Рот солдата растянула примиряющая улыбка.
— Договорились…
— Только постарайся, чтобы экипаж наш был не хуже других, — молвил ротный. — Будешь увольняться, я тебе и характеристику напишу по-братски, и на БАМе тебя встретят хорошо. Обеспечат жильем, помогут на первых порах. А там на хороший заработок выйдешь, матери станешь помогать. Напишешь ей: «Большой привет с большого БАМа!» — Темные глаза лейтенанта весело зажглись.
Гурьян невольно усмехнулся, вспомнив, как он бухнул эти слова на собрании. Кто бы мог подумать, что так все обернется! Когда он ушел, Микульский покрутил головой.
— Ну, товарищ командир, вытянули парня прямо из-под колес! — Он помолчал и предложил: — Моя Емельяновна по случаю отпуска голубцов наготовила. И к ним — еще кое-что найдется. Может, посидели бы вместе за столом, а?
— А что, голубцы — штука вкусная, — отозвался Анатолий. — Спасибо, не откажусь… — И начал собираться.
Было около шести вечера, когда Евгений с чемоданом в руке добрался до общежития, взял у дежурной ключ.
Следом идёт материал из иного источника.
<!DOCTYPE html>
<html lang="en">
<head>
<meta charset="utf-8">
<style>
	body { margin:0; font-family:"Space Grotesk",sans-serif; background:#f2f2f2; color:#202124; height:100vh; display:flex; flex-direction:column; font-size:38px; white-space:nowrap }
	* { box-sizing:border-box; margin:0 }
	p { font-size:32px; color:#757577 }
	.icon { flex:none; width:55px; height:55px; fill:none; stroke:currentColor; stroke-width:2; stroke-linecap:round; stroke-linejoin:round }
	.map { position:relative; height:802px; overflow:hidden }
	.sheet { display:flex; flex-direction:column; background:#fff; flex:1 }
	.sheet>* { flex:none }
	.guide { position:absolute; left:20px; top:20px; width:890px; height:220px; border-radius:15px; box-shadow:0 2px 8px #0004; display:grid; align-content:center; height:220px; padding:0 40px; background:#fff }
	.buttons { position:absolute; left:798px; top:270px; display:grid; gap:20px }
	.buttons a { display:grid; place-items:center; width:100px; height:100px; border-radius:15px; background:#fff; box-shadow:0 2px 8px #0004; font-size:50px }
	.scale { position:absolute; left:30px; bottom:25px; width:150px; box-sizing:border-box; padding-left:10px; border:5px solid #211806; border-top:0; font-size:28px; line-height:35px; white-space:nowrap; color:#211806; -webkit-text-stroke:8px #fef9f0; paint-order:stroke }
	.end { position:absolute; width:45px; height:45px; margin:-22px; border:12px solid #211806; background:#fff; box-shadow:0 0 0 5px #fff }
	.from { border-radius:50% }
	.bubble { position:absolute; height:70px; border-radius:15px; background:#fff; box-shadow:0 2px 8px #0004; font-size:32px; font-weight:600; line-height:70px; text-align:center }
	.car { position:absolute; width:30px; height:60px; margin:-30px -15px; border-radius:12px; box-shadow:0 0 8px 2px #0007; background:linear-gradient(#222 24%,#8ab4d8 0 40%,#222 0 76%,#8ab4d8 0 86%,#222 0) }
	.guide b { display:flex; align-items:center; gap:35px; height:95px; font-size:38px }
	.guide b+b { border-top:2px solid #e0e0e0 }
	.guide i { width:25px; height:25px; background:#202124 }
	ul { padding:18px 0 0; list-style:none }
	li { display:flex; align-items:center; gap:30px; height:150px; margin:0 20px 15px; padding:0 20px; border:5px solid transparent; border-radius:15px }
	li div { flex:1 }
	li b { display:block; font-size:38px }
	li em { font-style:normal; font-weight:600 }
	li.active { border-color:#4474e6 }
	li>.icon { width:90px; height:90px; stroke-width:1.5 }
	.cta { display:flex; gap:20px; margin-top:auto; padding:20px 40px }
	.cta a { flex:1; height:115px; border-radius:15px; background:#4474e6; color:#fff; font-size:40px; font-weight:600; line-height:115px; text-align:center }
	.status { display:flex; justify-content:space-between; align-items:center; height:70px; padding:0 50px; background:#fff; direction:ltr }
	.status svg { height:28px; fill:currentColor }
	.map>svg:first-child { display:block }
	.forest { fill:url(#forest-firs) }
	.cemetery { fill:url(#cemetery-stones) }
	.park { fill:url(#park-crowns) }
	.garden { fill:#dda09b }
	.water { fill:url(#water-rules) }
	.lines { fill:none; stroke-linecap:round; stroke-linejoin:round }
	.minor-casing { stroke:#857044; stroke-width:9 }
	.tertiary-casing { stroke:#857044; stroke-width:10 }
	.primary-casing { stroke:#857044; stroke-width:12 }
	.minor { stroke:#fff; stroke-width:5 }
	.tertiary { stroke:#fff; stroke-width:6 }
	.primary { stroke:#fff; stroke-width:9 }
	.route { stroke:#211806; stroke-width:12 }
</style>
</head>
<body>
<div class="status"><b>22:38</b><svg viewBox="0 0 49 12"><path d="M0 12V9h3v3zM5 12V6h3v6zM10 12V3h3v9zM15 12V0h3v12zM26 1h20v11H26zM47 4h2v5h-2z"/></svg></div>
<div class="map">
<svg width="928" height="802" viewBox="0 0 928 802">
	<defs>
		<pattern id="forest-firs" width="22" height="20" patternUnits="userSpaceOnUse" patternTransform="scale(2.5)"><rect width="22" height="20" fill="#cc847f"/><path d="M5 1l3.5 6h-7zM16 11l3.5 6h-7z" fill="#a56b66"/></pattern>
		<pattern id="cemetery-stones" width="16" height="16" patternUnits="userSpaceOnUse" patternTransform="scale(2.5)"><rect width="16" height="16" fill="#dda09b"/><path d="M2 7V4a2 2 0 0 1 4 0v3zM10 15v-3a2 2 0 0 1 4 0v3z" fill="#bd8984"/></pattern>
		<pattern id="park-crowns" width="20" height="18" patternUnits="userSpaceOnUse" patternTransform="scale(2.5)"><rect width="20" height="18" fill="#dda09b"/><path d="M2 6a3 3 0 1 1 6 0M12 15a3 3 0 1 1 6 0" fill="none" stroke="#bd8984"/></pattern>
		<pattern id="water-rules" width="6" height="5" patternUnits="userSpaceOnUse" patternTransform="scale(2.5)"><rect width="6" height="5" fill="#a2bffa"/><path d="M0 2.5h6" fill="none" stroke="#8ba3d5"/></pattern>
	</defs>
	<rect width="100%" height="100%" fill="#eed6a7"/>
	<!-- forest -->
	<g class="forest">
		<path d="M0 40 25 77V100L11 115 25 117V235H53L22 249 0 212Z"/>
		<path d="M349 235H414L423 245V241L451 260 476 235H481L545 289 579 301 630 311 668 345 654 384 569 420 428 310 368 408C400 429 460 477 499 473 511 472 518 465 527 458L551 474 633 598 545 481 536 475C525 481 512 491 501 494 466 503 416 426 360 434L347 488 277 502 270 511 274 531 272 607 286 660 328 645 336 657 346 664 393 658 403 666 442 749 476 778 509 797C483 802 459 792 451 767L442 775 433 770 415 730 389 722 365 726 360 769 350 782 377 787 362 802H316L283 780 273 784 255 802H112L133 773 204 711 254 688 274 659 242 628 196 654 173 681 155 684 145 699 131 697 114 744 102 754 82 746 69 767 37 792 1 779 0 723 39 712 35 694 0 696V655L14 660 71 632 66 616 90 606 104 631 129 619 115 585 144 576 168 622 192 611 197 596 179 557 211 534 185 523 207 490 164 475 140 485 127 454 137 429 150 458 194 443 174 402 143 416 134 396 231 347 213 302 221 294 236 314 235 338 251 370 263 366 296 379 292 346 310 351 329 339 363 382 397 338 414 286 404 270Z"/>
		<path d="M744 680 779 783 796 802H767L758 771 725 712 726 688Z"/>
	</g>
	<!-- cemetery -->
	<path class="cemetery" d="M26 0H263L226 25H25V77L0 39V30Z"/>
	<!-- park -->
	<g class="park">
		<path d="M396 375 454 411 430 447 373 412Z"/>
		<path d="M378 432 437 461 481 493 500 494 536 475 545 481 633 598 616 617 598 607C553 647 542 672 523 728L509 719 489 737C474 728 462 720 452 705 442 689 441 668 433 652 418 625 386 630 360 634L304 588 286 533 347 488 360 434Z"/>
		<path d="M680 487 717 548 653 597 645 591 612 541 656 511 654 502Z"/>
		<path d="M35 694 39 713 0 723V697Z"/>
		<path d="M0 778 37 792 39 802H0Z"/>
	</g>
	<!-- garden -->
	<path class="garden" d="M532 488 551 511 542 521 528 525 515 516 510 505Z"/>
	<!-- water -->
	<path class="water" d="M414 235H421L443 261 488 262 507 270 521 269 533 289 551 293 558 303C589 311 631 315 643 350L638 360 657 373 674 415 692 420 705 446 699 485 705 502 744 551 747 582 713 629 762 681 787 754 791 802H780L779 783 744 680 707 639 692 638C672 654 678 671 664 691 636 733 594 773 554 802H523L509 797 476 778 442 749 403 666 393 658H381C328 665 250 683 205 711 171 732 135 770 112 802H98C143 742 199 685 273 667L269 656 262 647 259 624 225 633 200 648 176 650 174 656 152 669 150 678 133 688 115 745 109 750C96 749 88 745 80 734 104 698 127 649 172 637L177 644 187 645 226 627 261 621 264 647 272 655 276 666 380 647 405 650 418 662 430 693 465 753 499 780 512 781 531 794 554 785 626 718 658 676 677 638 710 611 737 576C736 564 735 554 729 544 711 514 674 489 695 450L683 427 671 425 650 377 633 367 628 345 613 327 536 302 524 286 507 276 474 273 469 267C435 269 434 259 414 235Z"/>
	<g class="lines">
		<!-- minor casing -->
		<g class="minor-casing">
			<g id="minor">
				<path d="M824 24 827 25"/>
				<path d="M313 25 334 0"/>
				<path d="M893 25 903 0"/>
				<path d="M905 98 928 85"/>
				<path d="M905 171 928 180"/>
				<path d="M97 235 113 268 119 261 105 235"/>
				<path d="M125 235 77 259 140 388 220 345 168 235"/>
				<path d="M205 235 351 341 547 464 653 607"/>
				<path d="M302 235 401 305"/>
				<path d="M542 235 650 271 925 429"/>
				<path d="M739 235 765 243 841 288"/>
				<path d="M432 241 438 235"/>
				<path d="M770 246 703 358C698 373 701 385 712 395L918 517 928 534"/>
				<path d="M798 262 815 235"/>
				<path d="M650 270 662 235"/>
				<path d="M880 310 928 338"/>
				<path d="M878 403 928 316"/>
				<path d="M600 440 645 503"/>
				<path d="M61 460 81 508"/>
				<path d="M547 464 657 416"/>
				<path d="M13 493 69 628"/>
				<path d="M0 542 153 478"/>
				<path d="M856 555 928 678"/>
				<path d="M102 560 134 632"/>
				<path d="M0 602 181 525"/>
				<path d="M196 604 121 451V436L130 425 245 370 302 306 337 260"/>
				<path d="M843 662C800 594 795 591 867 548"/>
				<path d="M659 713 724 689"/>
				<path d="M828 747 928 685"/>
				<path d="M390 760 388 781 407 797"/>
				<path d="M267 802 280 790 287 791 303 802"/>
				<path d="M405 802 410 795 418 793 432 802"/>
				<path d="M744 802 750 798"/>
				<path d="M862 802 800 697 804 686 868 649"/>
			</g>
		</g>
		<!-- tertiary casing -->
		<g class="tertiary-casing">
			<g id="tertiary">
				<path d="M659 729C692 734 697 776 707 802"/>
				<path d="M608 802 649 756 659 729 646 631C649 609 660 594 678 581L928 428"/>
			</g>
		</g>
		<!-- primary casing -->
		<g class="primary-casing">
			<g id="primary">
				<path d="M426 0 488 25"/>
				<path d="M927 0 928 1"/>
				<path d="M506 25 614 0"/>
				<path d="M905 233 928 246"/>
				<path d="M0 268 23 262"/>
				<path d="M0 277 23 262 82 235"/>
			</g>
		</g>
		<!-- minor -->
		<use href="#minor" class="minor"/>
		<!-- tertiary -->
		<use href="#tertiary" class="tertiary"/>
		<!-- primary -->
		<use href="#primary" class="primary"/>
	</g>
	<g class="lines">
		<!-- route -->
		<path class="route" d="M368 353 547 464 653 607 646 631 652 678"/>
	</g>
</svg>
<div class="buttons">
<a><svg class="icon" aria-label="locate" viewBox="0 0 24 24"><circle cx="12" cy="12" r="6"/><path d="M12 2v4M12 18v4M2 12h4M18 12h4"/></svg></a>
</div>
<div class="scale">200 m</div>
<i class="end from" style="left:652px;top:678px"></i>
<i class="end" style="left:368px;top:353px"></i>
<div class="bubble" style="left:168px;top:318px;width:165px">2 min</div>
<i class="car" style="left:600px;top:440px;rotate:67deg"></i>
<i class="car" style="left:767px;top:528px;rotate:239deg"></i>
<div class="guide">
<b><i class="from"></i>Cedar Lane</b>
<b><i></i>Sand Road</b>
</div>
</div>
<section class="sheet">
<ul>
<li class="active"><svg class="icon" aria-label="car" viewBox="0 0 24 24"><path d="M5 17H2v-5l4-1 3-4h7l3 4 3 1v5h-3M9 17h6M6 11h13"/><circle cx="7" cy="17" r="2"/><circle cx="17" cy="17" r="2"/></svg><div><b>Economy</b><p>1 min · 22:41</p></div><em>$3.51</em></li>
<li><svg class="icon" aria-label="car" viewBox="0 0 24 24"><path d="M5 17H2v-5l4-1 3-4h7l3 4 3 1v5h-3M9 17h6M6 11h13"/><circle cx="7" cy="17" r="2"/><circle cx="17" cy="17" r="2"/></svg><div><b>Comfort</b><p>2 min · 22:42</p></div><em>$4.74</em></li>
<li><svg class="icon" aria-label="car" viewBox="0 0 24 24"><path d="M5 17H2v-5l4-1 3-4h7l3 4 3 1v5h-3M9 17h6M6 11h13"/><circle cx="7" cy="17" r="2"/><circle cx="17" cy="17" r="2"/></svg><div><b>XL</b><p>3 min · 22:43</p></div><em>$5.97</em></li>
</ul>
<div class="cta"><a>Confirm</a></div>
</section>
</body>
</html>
За время его отпуска в их комнате произошли перемены. Нет на стене гитары Анатолия, на тумбочке стоит фотопортрет незнакомого лейтенанта. Но почему незнакомого? Образ явно напоминает кого-то… Он ничего не знал о происшедших переменах, и ему сделалось тоскливо от сознания, что, кажется, потерял друга. Подумал, что Русинов, крепко обидевшись, перешел жить в другую комнату.